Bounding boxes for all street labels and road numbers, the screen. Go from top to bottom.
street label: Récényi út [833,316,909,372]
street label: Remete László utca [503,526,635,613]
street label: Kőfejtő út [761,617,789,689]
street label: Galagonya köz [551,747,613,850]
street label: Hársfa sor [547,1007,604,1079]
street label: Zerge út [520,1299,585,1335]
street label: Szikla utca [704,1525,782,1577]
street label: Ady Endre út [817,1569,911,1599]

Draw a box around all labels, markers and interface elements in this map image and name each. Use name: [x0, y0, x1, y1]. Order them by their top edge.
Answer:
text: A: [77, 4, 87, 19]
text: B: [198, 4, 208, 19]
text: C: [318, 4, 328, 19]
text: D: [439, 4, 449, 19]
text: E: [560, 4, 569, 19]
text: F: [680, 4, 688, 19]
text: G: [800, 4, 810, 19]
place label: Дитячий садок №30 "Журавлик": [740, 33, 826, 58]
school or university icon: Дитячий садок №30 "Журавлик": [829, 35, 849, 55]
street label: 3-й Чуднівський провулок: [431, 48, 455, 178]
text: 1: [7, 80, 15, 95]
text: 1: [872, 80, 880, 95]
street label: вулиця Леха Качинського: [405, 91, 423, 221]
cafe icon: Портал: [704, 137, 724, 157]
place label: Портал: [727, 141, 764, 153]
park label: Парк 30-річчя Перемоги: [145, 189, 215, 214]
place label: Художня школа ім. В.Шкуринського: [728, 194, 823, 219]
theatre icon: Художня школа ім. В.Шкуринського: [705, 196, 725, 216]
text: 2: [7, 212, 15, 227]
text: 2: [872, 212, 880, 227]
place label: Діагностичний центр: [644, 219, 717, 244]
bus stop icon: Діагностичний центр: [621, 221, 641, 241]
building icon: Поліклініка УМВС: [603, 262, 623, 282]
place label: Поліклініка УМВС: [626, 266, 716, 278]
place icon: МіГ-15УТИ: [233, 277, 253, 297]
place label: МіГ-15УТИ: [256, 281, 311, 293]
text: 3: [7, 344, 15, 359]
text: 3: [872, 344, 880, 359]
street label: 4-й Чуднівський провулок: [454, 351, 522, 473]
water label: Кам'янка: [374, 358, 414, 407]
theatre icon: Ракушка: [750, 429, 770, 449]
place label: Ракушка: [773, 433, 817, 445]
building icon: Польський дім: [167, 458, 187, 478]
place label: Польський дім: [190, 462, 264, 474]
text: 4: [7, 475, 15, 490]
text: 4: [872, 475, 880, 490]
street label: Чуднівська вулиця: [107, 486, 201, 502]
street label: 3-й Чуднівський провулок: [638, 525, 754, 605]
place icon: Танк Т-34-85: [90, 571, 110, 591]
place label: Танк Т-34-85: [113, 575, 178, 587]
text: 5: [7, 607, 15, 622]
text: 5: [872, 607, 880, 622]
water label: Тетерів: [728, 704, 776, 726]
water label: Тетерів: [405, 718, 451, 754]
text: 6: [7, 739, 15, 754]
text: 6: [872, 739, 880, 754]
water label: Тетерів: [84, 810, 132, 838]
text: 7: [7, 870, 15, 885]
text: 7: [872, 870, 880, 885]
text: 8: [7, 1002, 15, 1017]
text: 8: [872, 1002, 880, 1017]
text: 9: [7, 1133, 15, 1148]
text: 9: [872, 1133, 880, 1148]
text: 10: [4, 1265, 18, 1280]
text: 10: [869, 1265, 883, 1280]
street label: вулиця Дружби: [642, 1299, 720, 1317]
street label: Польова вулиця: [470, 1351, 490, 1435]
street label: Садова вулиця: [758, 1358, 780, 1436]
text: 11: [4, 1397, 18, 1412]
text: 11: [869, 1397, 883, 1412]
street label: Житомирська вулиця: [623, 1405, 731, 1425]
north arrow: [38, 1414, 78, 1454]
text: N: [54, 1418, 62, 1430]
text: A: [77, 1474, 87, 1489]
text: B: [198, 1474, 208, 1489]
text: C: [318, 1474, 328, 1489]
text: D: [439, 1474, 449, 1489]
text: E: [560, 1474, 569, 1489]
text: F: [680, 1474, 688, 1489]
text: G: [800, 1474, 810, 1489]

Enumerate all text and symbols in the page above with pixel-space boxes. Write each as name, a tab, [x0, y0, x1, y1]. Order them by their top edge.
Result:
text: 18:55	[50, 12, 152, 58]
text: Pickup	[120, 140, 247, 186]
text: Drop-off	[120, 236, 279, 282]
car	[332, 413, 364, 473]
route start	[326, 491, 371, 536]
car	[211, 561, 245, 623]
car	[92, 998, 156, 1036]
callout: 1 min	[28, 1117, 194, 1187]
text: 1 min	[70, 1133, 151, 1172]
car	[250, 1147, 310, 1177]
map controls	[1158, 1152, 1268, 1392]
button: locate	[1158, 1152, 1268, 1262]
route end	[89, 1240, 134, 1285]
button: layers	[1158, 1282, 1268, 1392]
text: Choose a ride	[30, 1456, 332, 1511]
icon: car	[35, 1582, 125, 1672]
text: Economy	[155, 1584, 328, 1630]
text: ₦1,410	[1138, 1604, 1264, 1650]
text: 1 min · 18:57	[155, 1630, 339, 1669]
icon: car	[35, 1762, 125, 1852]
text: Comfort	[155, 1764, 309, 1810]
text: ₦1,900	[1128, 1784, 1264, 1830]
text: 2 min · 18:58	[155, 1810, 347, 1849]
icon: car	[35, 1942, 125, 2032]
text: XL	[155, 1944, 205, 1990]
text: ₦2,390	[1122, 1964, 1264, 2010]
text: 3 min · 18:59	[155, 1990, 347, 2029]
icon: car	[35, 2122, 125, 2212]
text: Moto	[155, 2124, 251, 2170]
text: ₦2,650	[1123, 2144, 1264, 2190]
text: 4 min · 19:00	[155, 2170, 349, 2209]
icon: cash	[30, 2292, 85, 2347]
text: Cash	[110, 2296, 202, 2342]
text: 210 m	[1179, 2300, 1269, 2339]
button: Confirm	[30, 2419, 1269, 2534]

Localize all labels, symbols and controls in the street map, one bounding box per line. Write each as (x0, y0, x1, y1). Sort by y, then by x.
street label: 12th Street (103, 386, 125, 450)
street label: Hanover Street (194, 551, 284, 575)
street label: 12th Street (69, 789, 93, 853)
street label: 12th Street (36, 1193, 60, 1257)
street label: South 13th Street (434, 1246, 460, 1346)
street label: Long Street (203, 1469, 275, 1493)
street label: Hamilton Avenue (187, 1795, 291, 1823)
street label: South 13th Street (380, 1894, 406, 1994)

━━━━━━━━━━━━━━━━

**Goal of the exercise**. Each entry in the data must be copied exactly.

**Solution to this exercise**.
Bounding boxes for all street labels and road numbers, the screen. Go from top to bottom.
street label: Récényi út [833,316,909,372]
street label: Remete László utca [503,526,635,613]
street label: Kőfejtő út [761,617,789,689]
street label: Galagonya köz [551,747,613,850]
street label: Hársfa sor [547,1007,604,1079]
street label: Zerge út [520,1299,585,1335]
street label: Szikla utca [704,1525,782,1577]
street label: Ady Endre út [817,1569,911,1599]

Draw a box around all labels, markers and interface elements in this map image and name each. Use name: [x0, y0, x1, y1]. Order them by their top edge.
Answer:
text: A: [77, 4, 87, 19]
text: B: [198, 4, 208, 19]
text: C: [318, 4, 328, 19]
text: D: [439, 4, 449, 19]
text: E: [560, 4, 569, 19]
text: F: [680, 4, 688, 19]
text: G: [800, 4, 810, 19]
place label: Дитячий садок №30 "Журавлик": [740, 33, 826, 58]
school or university icon: Дитячий садок №30 "Журавлик": [829, 35, 849, 55]
street label: 3-й Чуднівський провулок: [431, 48, 455, 178]
text: 1: [7, 80, 15, 95]
text: 1: [872, 80, 880, 95]
street label: вулиця Леха Качинського: [405, 91, 423, 221]
cafe icon: Портал: [704, 137, 724, 157]
place label: Портал: [727, 141, 764, 153]
park label: Парк 30-річчя Перемоги: [145, 189, 215, 214]
place label: Художня школа ім. В.Шкуринського: [728, 194, 823, 219]
theatre icon: Художня школа ім. В.Шкуринського: [705, 196, 725, 216]
text: 2: [7, 212, 15, 227]
text: 2: [872, 212, 880, 227]
place label: Діагностичний центр: [644, 219, 717, 244]
bus stop icon: Діагностичний центр: [621, 221, 641, 241]
building icon: Поліклініка УМВС: [603, 262, 623, 282]
place label: Поліклініка УМВС: [626, 266, 716, 278]
place icon: МіГ-15УТИ: [233, 277, 253, 297]
place label: МіГ-15УТИ: [256, 281, 311, 293]
text: 3: [7, 344, 15, 359]
text: 3: [872, 344, 880, 359]
street label: 4-й Чуднівський провулок: [454, 351, 522, 473]
water label: Кам'янка: [374, 358, 414, 407]
theatre icon: Ракушка: [750, 429, 770, 449]
place label: Ракушка: [773, 433, 817, 445]
building icon: Польський дім: [167, 458, 187, 478]
place label: Польський дім: [190, 462, 264, 474]
text: 4: [7, 475, 15, 490]
text: 4: [872, 475, 880, 490]
street label: Чуднівська вулиця: [107, 486, 201, 502]
street label: 3-й Чуднівський провулок: [638, 525, 754, 605]
place icon: Танк Т-34-85: [90, 571, 110, 591]
place label: Танк Т-34-85: [113, 575, 178, 587]
text: 5: [7, 607, 15, 622]
text: 5: [872, 607, 880, 622]
water label: Тетерів: [728, 704, 776, 726]
water label: Тетерів: [405, 718, 451, 754]
text: 6: [7, 739, 15, 754]
text: 6: [872, 739, 880, 754]
water label: Тетерів: [84, 810, 132, 838]
text: 7: [7, 870, 15, 885]
text: 7: [872, 870, 880, 885]
text: 8: [7, 1002, 15, 1017]
text: 8: [872, 1002, 880, 1017]
text: 9: [7, 1133, 15, 1148]
text: 9: [872, 1133, 880, 1148]
text: 10: [4, 1265, 18, 1280]
text: 10: [869, 1265, 883, 1280]
street label: вулиця Дружби: [642, 1299, 720, 1317]
street label: Польова вулиця: [470, 1351, 490, 1435]
street label: Садова вулиця: [758, 1358, 780, 1436]
text: 11: [4, 1397, 18, 1412]
text: 11: [869, 1397, 883, 1412]
street label: Житомирська вулиця: [623, 1405, 731, 1425]
north arrow: [38, 1414, 78, 1454]
text: N: [54, 1418, 62, 1430]
text: A: [77, 1474, 87, 1489]
text: B: [198, 1474, 208, 1489]
text: C: [318, 1474, 328, 1489]
text: D: [439, 1474, 449, 1489]
text: E: [560, 1474, 569, 1489]
text: F: [680, 1474, 688, 1489]
text: G: [800, 1474, 810, 1489]

Enumerate all text and symbols in the page above with pixel-space boxes. Write each as name, a tab, [x0, y0, x1, y1]. Order them by their top edge.
Result:
text: 18:55	[50, 12, 152, 58]
text: Pickup	[120, 140, 247, 186]
text: Drop-off	[120, 236, 279, 282]
car	[332, 413, 364, 473]
route start	[326, 491, 371, 536]
car	[211, 561, 245, 623]
car	[92, 998, 156, 1036]
callout: 1 min	[28, 1117, 194, 1187]
text: 1 min	[70, 1133, 151, 1172]
car	[250, 1147, 310, 1177]
map controls	[1158, 1152, 1268, 1392]
button: locate	[1158, 1152, 1268, 1262]
route end	[89, 1240, 134, 1285]
button: layers	[1158, 1282, 1268, 1392]
text: Choose a ride	[30, 1456, 332, 1511]
icon: car	[35, 1582, 125, 1672]
text: Economy	[155, 1584, 328, 1630]
text: ₦1,410	[1138, 1604, 1264, 1650]
text: 1 min · 18:57	[155, 1630, 339, 1669]
icon: car	[35, 1762, 125, 1852]
text: Comfort	[155, 1764, 309, 1810]
text: ₦1,900	[1128, 1784, 1264, 1830]
text: 2 min · 18:58	[155, 1810, 347, 1849]
icon: car	[35, 1942, 125, 2032]
text: XL	[155, 1944, 205, 1990]
text: ₦2,390	[1122, 1964, 1264, 2010]
text: 3 min · 18:59	[155, 1990, 347, 2029]
icon: car	[35, 2122, 125, 2212]
text: Moto	[155, 2124, 251, 2170]
text: ₦2,650	[1123, 2144, 1264, 2190]
text: 4 min · 19:00	[155, 2170, 349, 2209]
icon: cash	[30, 2292, 85, 2347]
text: Cash	[110, 2296, 202, 2342]
text: 210 m	[1179, 2300, 1269, 2339]
button: Confirm	[30, 2419, 1269, 2534]

Localize all labels, symbols and controls in the street map, one bounding box per line. Write each as (x0, y0, x1, y1). Sort by y, then by x.
street label: 12th Street (103, 386, 125, 450)
street label: Hanover Street (194, 551, 284, 575)
street label: 12th Street (69, 789, 93, 853)
street label: 12th Street (36, 1193, 60, 1257)
street label: South 13th Street (434, 1246, 460, 1346)
street label: Long Street (203, 1469, 275, 1493)
street label: Hamilton Avenue (187, 1795, 291, 1823)
street label: South 13th Street (380, 1894, 406, 1994)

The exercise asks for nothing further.